Me defendí atrincherándome en el humor.
– Digamos -apunté con una sonrisilla de perro apaleado que mi interlocutora no vio-que podría formar parte del heroico comando al que se le encargara esa misión. Los geos del Espíritu o algo así. ¿Tú qué opinas? ¿Me viene ancho el papel o tengo suficiente musculatura para pegar un patadón en el tabique del zulo e inmovilizar a los secuestradores?
– ¡Ay, hijo mío, qué cosas tienes! -se limitó a argumentar mi interlocutora-. ¡Siempre corriendo delante del toro de la vida!
Comprendí que estaba en el buen camino y seguí en la brecha.

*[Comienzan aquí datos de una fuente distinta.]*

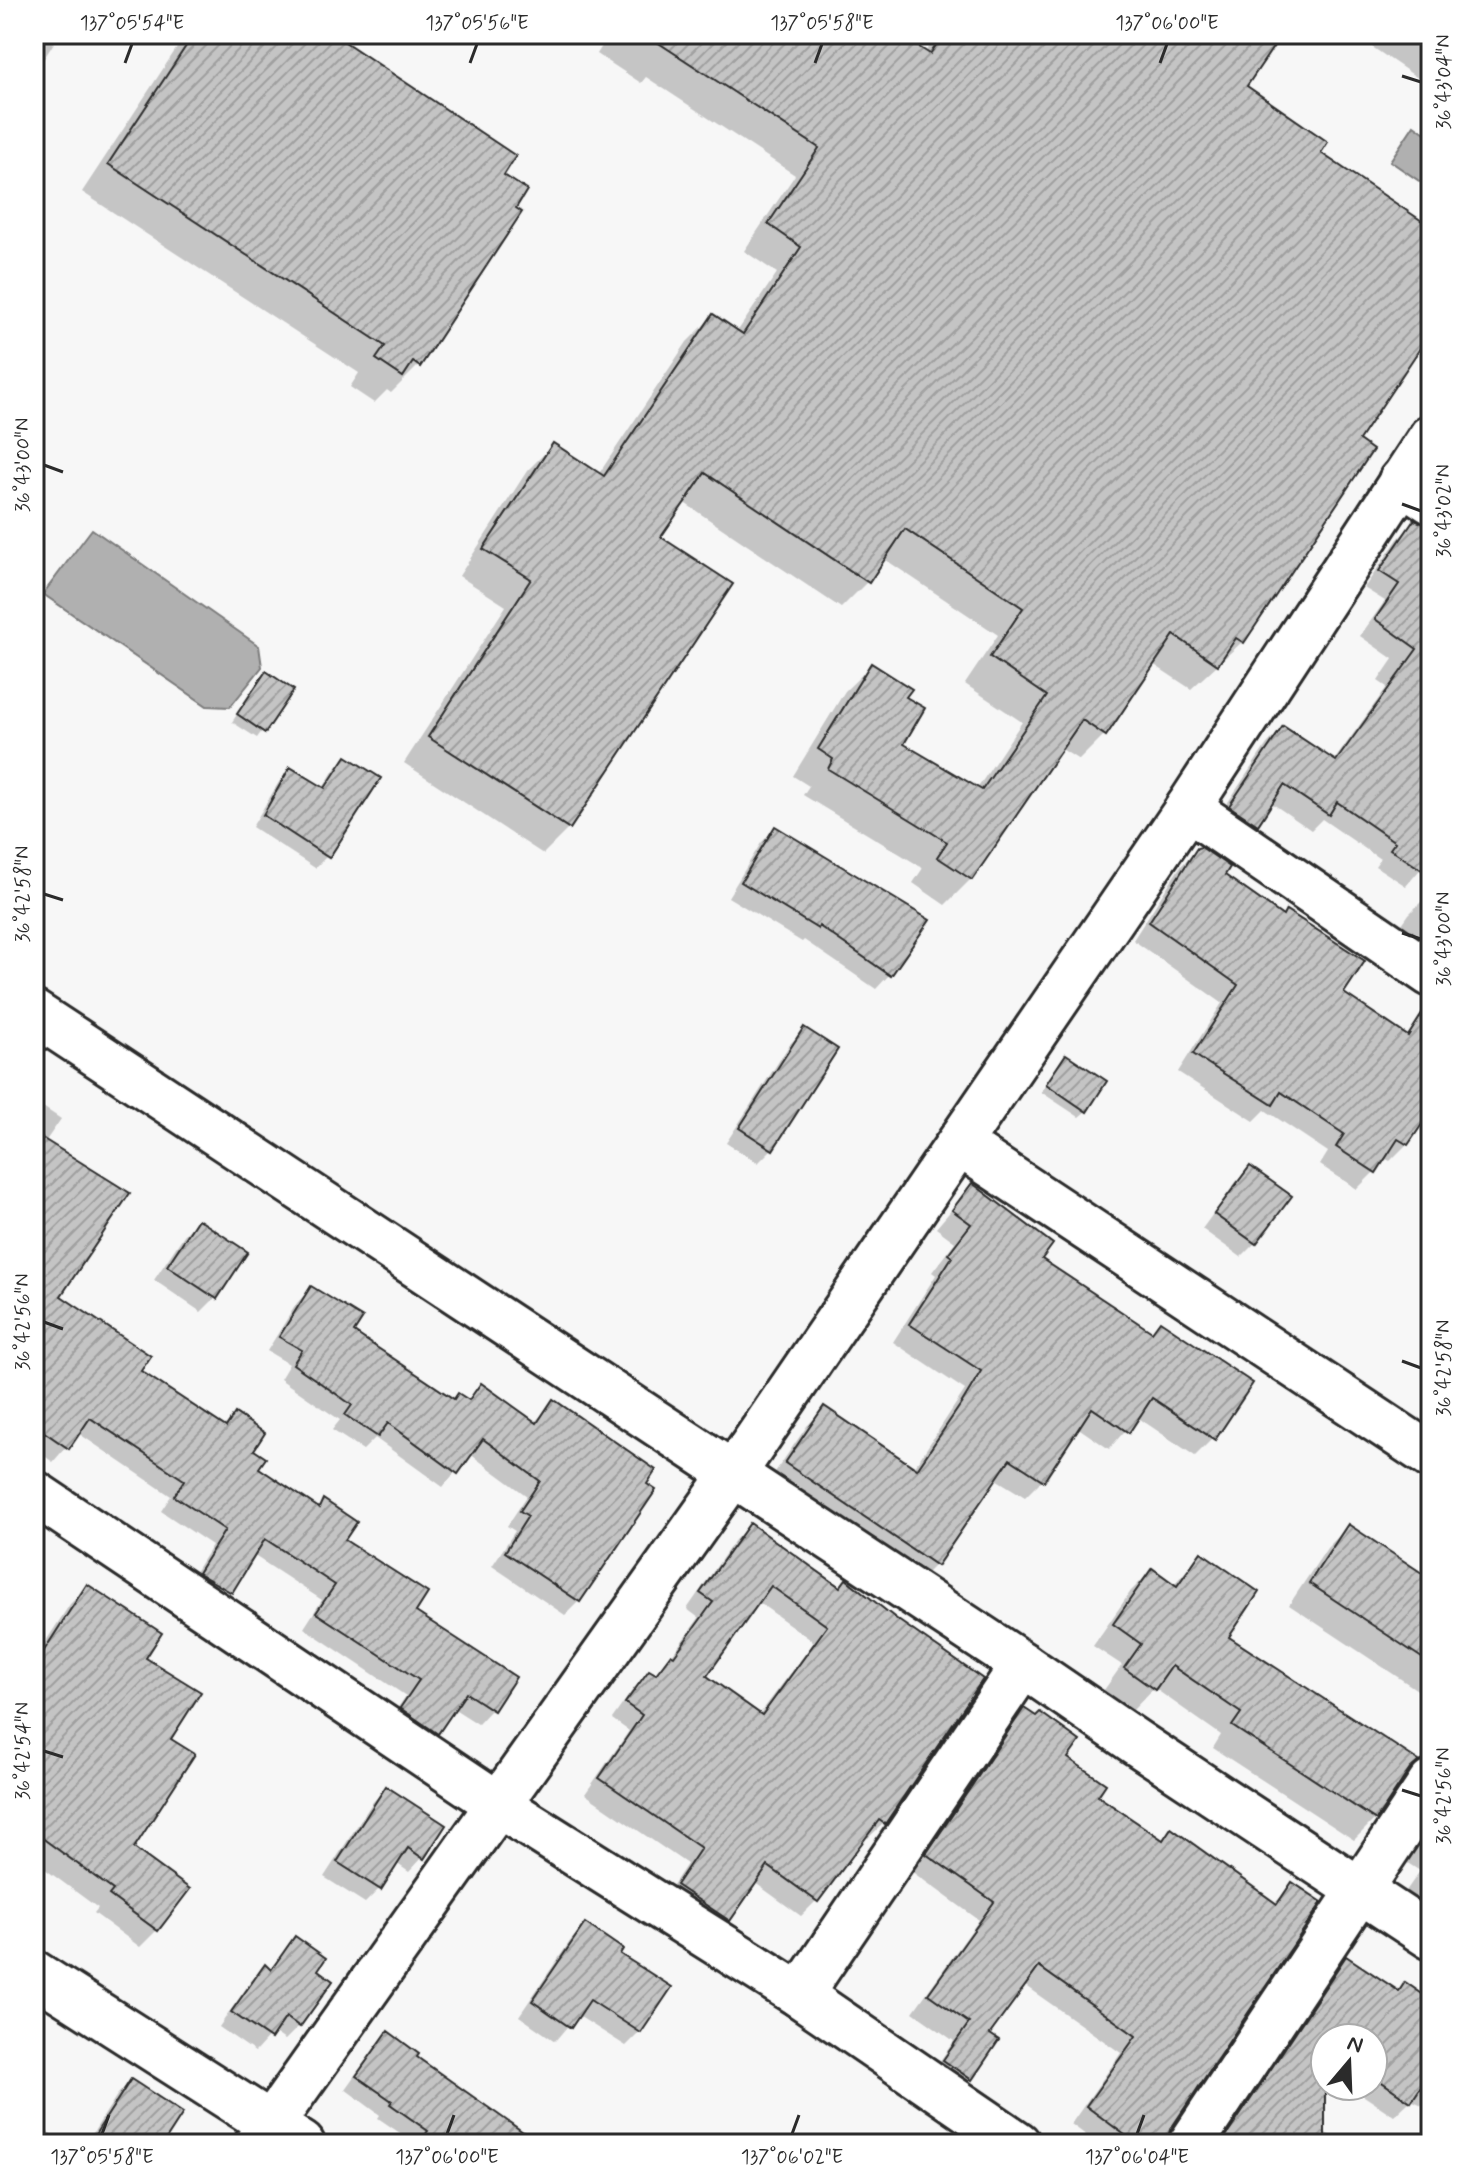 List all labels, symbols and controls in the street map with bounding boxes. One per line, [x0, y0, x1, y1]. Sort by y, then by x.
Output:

– ¿Qué significa ese agudo comentario?-dije-. ¿Sospechas, acaso, que tu primogénito no está a la altura de lo requerido por las circunstancias? ¡Mujer de poca fe, abre tus ojos y toca mis bíceps! Su tamaño y su dureza te convencerán de lo contrario.
– Mira, Dioni-me dijo como quien espanta una mosca-: lo que yo opine o deje de opinar es indiferente. Te conozco, porque te he parido y sé que la tentación es superior a tus fuerzas.
¡Ahí es nada! ¡Convertirte en abanderado, en cronista y en punta de lanza de la nueva cruzada que desbaratará las tropas clericales y la conjura del oscurantismo religioso para poner a Jesús en el lugar que le corresponde! Pronto te oiré decir, si es que no lo has dicho ya sin que yo lo sepa, que eres la reencarnación de Pedro el Ermitaño. Está en tu línea y en la línea de esa dichosa nueva era de la que tanto hablas y en la que tú y los que son como tú nos queréis enredar a todos. Confiemos en que no mueras de peste, como San Luis, frente a las murallas de Túnez. Rezaré por ti, y ya es bastante. Pero no me pidas consejos ni juicios ni orientaciones, porque sé que terminarás haciendo, como siempre tu santa voluntad. Ahora bien: me gustaría que caso de embarcarte por fin en la aventura, me prometieras una cosa.
– ¿Sólo una?
– Sólo una.
– ¿Qué quieres pedirme?
– Qué actúes con cabeza, con sentido común y con tiento para no ofender a nadie. Piensa que no todo el mundo es como tú. ¿Conoces a mucha gente que haya estado en Saigón? Tenías nueve encantadores añitos, Dioni, cuando te llevaste un buen rapapolvo de tu padrastro porque te pilló leyendo la Biblia sin expurgar traducida por Cipriano de Valera
– Era la única que había en casa.
– Sí, pero tus amiguitos no leían esas cosas.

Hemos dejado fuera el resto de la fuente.